The main problem with many of these different dressing techniques is the fact that, in spatial terms, there are always two spatial working surfaces moving on the worm flank and on the dressing tool, and in this context these surfaces are often also composed of part surfaces. Under these spatial moving contact conditions, contact points often occurred, determined by the geometry, which do not lie in the axial sectional plane of the dressing tool. When this occurs, even with the most careful arrangement of the dressing profile, it is very often the case that the resulting quality of dressing and grinding is inadequate.

With roll grinding it has been shown that, for the dressing of grinding worms, the known full-profile roller in particular can be used with versatile effect, but also set-profile rollers. In this situation, these dressing tools are in each case used separately for different function sectors, wherein the scattered or hand-set diamond covering of the full-profile roller is applied in the galvanically negative process, and the corresponding diamond covering of the set-profile roller is applied in the galvanically positive process. The precision to be maintained by the set-profile roller has hitherto required the use of the galvanically positive process, with the possibility of subsequent reworking.

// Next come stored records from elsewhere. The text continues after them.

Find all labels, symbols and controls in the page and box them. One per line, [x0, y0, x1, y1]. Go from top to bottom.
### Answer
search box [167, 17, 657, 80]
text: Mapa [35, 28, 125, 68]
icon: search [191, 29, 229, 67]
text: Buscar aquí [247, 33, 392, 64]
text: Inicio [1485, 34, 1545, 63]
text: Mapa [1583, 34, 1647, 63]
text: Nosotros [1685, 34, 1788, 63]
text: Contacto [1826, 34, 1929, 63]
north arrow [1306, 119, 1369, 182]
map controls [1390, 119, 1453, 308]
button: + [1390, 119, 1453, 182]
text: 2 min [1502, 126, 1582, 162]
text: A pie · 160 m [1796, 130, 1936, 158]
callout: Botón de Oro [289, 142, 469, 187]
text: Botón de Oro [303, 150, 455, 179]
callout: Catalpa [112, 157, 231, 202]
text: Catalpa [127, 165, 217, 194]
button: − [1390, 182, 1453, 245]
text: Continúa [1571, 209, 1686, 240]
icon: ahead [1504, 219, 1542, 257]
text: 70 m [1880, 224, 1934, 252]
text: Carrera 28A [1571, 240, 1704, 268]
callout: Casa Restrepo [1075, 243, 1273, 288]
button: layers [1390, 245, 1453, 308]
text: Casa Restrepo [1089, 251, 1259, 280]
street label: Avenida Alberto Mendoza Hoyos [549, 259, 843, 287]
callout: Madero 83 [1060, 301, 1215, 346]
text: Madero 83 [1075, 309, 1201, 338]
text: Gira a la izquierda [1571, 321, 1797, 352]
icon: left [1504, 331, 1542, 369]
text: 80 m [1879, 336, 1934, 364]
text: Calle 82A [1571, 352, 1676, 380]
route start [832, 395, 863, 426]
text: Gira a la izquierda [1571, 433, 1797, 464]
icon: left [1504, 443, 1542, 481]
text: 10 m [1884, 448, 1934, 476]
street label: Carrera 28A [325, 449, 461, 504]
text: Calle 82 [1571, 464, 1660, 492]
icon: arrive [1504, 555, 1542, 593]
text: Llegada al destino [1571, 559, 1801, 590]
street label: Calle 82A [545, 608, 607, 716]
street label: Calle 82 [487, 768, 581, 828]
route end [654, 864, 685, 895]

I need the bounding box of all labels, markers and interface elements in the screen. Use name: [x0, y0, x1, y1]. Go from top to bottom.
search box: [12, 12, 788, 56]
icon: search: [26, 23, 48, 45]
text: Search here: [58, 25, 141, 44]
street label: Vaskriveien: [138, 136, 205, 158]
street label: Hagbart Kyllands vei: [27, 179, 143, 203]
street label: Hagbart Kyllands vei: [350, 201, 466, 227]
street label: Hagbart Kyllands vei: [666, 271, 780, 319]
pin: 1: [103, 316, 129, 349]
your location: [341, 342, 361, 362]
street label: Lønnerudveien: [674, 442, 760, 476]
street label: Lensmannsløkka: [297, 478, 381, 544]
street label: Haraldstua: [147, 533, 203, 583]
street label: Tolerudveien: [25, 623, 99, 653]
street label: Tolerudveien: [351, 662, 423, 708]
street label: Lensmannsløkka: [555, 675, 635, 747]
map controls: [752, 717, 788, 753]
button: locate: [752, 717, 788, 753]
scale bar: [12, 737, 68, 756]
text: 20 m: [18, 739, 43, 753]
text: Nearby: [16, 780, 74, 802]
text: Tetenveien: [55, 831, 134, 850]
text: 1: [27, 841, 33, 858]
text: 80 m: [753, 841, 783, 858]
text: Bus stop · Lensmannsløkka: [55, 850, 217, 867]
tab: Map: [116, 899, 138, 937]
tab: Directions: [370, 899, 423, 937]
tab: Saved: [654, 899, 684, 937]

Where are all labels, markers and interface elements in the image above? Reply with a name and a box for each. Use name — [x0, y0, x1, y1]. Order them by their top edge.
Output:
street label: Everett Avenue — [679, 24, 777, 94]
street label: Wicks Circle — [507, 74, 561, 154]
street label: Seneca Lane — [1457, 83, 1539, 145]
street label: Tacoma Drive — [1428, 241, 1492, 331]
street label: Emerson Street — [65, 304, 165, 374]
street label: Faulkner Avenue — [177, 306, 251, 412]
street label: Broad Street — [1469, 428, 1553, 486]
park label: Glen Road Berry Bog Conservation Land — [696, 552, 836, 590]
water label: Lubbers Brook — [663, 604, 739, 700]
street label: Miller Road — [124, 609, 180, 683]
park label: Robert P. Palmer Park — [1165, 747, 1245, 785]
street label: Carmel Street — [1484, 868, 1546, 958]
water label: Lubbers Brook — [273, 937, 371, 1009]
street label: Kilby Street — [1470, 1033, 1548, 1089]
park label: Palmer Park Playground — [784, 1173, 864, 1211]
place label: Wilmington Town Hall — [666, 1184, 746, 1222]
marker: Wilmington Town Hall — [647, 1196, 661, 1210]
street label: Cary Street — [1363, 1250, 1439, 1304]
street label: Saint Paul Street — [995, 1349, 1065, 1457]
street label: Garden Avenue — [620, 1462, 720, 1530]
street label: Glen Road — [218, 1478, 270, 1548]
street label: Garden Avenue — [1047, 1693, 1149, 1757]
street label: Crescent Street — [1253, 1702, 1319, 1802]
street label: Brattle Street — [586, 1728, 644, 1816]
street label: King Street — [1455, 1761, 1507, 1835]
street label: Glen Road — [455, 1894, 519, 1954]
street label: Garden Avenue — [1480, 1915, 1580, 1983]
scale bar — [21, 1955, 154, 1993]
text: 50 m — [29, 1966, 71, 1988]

In practice, in the series manufacture of gear wheels, the full-profile roller has hitherto proved to be very suitable for the profiling of grinding worms. Due to the contact of a full-profile roller over multiple grinding worm threads, however, a correction of a profile angle deviation is not possible.

For other tooth forming tasks, with corrections required of the profile angle deviation, use is also very often made for dressing of what are referred to as set-profile rollers. Both dressing tools require only one rotating dressing spindle, and, with the use of set-profile rollers, additionally an NC axle for pivoting this dressing spindle. Although this set-profile roller does not achieve the productivity of the full-profile roller, and also is only suitable for the profiling of one worm thread, it is possible in practice to achieve with this dressing tool an adequately great degree of pivot to allow for the rendering symmetrical of profile angle deviations, as well as pitch changes for the symmetrical influencing of these profile angle deviations. Accordingly, it is possible with this dressing tool for a process-incurred profile angle deviation of approximately one angle minute to be reliably corrected, which then comes into full effect if, during the profiling of a grinding worm with an initial diameter of, for example, approximately 300 mm, this is then reduced to approximately 100 mm due to a large number of dressing movements during the grinding of a batch.

The invention is based on the object of providing a dressing tool, based on these known full-profile rollers and set-profile rollers, by means of which grinding worms can be profiled extremely productively, precisely, and also with the possibility of correction. It is also intended that these can be rationally produced and incur a substantial increase in the service life of the dressing tool.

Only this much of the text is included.